Monti non piace né a Matteoli, né a Franco Frattini, mentre Emma Marcegaglia, presidente inquieta di Confindustria, dichiara: “E’ un’ipotesi che risponde all’appello delle imprese per un governo nazionale di emergenza".
Mario Monti, nato a Varese il 19 marzo 1943, è un uomo fornito di grande aplomb, rigoroso come tutti gli studiosi tripla A, professore dalla cima dei capelli ai piedi, titolare di un curriculum accademico a prova di bomba. La sua laurea, alla Bocconi ovviamente, risale al 1965, mentre la specializzazione è targata università di Yale, tempio americano dei grandi cervelli in formazione, dove Super Mario ha studiato con James Tobin, premio Nobel per l’Economia. Dall’anno in cui ha iniziato l’attività accademica, 1970, Monti non si è più fermato: prima a Torino, poi professore di Economia politica, direttore di istituto, rettore e presidente (alla morte di Giovanni Spadolini) della più potente università italiana, la Bocconi appunto. E’ stato commissario europeo fino al 2004, quando, dopo dieci anni a Bruxelles, venne sostituito da Rocco Buttiglione, respinto in modo strumentale dal Parlamento europeo e da Franco Frattini, che poi diventerà ministro degli Esteri dell’ultimo governo di Berlusconi. Terminata l’esperienza in Europa, Monti si è ritrovato membro di diritto di un ristretto club di italiani illustri, forniti di reti lunghe sul piano internazionale, riveriti a destra ed a sinistra, che possono diventare ogni giorno qualcuno, in un governo, in Parlamento, al Quirinale.

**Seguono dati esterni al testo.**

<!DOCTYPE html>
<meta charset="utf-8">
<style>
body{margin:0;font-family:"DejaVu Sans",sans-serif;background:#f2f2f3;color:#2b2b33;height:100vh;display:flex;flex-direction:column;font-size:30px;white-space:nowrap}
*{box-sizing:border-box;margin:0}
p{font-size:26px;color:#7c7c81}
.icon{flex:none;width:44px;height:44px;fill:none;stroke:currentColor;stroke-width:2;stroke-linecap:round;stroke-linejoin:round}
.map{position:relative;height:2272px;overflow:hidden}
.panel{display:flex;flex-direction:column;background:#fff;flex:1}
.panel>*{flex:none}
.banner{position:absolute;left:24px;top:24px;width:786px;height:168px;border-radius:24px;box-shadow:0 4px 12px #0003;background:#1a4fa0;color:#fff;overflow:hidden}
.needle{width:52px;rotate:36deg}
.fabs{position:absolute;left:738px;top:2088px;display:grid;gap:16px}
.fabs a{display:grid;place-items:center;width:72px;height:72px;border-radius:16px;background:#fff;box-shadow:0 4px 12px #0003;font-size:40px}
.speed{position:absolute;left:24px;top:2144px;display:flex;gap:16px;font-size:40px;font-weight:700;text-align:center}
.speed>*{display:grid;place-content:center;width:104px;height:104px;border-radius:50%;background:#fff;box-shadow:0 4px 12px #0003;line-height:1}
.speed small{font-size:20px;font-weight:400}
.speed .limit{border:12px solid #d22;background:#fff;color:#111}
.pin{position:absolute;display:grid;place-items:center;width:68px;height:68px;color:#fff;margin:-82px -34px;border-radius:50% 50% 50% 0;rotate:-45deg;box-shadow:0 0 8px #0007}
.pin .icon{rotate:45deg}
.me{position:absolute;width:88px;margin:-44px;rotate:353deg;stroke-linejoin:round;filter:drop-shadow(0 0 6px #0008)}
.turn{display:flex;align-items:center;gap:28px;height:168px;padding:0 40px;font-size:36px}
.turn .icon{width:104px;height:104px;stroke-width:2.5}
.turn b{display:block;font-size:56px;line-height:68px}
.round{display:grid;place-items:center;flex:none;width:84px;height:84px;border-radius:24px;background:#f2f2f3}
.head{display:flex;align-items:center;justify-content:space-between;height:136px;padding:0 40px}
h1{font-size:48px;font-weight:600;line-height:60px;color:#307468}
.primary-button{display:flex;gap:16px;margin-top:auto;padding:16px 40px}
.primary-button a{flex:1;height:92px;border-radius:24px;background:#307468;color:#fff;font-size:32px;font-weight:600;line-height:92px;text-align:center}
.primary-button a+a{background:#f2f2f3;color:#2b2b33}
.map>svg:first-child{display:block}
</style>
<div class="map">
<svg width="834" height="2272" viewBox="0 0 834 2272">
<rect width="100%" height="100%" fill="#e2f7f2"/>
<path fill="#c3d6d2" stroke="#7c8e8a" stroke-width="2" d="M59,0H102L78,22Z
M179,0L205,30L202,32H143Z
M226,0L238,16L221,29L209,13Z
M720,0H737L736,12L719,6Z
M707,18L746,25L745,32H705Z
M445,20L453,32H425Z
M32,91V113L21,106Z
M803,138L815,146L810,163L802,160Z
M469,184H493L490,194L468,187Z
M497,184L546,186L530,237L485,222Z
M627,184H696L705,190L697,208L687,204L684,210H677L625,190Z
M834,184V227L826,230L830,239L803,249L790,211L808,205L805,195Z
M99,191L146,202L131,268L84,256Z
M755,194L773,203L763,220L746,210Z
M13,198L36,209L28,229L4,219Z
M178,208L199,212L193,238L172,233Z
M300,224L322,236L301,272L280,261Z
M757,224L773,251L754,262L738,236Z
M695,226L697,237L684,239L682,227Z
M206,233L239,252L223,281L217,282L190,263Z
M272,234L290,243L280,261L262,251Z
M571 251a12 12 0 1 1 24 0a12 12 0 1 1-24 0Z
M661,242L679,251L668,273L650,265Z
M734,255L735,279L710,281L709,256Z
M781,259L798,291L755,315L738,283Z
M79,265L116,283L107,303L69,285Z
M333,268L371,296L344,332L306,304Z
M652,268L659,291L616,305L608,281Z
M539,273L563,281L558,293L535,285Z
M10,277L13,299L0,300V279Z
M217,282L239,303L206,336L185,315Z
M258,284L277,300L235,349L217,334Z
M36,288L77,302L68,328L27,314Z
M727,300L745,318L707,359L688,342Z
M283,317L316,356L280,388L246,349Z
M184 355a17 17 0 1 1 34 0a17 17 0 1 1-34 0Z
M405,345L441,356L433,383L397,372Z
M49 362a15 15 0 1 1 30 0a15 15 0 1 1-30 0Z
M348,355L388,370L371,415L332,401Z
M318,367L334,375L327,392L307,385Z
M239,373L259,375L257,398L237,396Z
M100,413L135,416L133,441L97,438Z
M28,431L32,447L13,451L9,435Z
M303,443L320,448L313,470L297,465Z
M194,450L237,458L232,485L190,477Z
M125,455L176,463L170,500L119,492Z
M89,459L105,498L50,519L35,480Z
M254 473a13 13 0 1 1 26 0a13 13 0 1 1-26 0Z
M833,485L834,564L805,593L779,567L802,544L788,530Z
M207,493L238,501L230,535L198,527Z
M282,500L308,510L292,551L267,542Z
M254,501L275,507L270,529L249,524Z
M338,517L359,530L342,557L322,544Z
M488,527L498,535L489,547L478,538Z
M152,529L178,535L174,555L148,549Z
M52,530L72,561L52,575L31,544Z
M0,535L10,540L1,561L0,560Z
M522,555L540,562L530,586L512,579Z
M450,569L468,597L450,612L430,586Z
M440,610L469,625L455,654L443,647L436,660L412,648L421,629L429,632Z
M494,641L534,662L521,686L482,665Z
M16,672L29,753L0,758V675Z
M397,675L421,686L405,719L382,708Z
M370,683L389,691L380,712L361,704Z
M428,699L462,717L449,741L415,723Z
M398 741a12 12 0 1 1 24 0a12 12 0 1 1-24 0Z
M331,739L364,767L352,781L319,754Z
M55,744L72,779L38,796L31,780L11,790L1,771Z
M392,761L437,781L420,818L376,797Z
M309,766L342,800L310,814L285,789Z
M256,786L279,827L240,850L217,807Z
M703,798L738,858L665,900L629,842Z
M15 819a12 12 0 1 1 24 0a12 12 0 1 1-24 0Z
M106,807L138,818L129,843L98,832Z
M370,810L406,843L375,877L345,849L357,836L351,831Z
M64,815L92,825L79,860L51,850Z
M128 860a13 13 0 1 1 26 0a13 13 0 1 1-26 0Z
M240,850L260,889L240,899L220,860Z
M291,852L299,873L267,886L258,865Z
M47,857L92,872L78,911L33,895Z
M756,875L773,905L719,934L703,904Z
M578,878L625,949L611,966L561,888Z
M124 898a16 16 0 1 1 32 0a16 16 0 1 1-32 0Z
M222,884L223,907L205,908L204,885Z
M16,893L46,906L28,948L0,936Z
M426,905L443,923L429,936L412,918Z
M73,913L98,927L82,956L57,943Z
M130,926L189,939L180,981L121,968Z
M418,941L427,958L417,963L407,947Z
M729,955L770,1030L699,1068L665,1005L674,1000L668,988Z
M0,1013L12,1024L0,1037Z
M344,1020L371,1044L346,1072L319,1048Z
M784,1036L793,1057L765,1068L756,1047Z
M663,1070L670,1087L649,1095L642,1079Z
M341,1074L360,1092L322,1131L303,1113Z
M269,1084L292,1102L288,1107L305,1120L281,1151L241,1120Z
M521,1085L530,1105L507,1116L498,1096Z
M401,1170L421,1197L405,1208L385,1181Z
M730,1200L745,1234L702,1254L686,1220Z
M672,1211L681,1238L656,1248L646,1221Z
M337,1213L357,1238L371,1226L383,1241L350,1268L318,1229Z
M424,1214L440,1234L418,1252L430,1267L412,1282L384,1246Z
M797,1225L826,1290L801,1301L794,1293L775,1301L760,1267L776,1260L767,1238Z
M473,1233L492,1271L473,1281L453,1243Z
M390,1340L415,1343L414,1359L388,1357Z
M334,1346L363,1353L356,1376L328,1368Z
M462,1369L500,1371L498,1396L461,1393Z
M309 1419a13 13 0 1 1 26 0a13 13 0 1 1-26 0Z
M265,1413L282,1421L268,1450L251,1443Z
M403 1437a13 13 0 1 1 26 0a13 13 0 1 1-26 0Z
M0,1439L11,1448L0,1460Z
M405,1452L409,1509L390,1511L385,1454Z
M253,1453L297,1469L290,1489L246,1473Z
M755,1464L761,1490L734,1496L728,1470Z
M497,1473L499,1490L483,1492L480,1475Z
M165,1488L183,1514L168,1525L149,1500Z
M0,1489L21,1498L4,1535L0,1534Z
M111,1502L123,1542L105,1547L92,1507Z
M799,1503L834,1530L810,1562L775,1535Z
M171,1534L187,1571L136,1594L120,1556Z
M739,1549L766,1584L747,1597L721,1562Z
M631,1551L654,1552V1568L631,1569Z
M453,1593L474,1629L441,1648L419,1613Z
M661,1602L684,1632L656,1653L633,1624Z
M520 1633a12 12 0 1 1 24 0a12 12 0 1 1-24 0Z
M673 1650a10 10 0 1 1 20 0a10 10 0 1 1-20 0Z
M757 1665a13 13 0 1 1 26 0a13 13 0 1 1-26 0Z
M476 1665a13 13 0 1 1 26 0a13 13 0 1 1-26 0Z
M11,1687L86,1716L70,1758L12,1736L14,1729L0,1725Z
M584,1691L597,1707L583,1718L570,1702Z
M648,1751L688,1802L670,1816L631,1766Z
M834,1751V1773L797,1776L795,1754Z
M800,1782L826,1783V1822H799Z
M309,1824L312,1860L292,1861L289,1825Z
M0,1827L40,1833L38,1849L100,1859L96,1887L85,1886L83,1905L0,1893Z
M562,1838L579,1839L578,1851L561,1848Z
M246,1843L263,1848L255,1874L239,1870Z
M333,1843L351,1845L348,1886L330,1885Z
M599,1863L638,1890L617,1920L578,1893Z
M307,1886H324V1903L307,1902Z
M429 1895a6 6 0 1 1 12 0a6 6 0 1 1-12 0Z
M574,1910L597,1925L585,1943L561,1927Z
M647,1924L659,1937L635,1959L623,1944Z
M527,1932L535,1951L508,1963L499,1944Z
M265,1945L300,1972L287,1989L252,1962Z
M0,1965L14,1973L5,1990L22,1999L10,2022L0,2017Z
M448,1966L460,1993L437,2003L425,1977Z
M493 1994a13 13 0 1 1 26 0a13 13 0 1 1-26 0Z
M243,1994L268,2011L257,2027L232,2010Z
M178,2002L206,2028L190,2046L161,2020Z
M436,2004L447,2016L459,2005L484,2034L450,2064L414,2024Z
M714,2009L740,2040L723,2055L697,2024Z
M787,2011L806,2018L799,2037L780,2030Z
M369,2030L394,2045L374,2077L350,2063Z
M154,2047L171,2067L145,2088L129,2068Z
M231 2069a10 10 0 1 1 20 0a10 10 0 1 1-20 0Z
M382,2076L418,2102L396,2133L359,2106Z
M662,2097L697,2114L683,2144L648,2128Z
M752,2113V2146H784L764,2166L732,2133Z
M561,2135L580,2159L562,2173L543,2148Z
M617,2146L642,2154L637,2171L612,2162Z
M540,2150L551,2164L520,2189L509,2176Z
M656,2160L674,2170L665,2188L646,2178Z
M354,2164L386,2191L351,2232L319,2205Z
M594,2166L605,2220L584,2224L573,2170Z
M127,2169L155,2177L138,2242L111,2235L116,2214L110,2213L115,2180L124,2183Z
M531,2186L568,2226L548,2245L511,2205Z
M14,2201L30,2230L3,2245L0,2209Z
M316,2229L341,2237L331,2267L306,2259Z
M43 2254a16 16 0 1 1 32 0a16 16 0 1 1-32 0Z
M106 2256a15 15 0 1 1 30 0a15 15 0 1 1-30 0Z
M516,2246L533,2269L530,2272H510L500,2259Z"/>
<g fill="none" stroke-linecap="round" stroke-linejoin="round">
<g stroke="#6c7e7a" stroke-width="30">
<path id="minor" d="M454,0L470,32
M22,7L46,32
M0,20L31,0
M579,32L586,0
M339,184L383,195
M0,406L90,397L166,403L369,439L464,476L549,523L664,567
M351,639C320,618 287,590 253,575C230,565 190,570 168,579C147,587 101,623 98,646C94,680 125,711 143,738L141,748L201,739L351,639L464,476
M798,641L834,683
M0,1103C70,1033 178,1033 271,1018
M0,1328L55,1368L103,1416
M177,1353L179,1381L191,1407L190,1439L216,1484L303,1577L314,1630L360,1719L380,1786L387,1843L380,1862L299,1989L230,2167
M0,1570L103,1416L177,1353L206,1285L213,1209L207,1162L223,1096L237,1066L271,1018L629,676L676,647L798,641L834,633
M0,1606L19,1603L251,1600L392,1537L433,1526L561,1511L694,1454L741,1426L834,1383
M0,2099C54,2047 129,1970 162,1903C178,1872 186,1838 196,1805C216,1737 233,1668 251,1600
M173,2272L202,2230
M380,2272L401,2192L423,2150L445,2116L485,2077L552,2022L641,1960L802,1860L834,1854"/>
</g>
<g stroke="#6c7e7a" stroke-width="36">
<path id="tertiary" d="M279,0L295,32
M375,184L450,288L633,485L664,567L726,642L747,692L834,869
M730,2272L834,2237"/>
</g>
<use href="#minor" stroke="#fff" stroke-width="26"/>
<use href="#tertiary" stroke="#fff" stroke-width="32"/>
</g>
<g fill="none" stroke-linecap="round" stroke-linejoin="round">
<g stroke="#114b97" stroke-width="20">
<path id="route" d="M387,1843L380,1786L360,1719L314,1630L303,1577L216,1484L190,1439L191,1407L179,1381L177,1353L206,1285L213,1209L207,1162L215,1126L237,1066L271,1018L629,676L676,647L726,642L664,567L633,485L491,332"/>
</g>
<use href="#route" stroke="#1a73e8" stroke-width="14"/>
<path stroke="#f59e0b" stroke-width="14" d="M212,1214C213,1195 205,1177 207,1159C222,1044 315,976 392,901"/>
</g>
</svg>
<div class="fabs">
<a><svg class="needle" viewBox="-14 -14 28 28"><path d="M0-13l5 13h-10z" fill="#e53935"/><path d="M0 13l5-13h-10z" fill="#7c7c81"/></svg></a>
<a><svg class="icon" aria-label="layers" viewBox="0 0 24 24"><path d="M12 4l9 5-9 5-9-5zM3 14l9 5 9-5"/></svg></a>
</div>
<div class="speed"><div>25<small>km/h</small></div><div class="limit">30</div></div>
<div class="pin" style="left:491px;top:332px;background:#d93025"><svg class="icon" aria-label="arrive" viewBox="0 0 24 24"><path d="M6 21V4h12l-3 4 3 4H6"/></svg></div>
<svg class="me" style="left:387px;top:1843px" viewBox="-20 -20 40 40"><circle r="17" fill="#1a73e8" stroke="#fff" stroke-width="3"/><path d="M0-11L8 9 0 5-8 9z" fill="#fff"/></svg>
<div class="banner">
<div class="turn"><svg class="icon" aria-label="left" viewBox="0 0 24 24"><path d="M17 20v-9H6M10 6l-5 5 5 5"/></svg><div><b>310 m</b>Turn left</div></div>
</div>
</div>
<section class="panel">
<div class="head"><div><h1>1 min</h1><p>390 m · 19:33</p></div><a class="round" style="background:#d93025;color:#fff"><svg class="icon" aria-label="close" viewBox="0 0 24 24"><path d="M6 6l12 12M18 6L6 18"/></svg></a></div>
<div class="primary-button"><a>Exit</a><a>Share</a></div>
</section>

Intanto a Piazza Affari torna un po’ di fiducia sull’Italia, dopo lo schiaffo subito ieri da titoli di Stato e Borsa. A Milano l’indice Ftse Mib viaggia in prossimità dei massimi di seduta, in rialzo del 3% a 15.528 punti. Lo spread Btp/Bund è segnalato in forte calo a 531 punti base dai 570 punti cui si attestava questa mattina alle ore 9. Sembra dunque piacere ai mercati l’ipotesi di un governo di transizione guidato dall’economista ed ex-commissario Ue, accreditata, implicitamente, come detto, dalla nomina di Monti a Senatore a vita, da parte del Presidente della Repubblica.
Riscontri positivi anche per l’accelerazione impressa al percorso della Legge di stabilità, ma ora si tratta di passare ai fatti.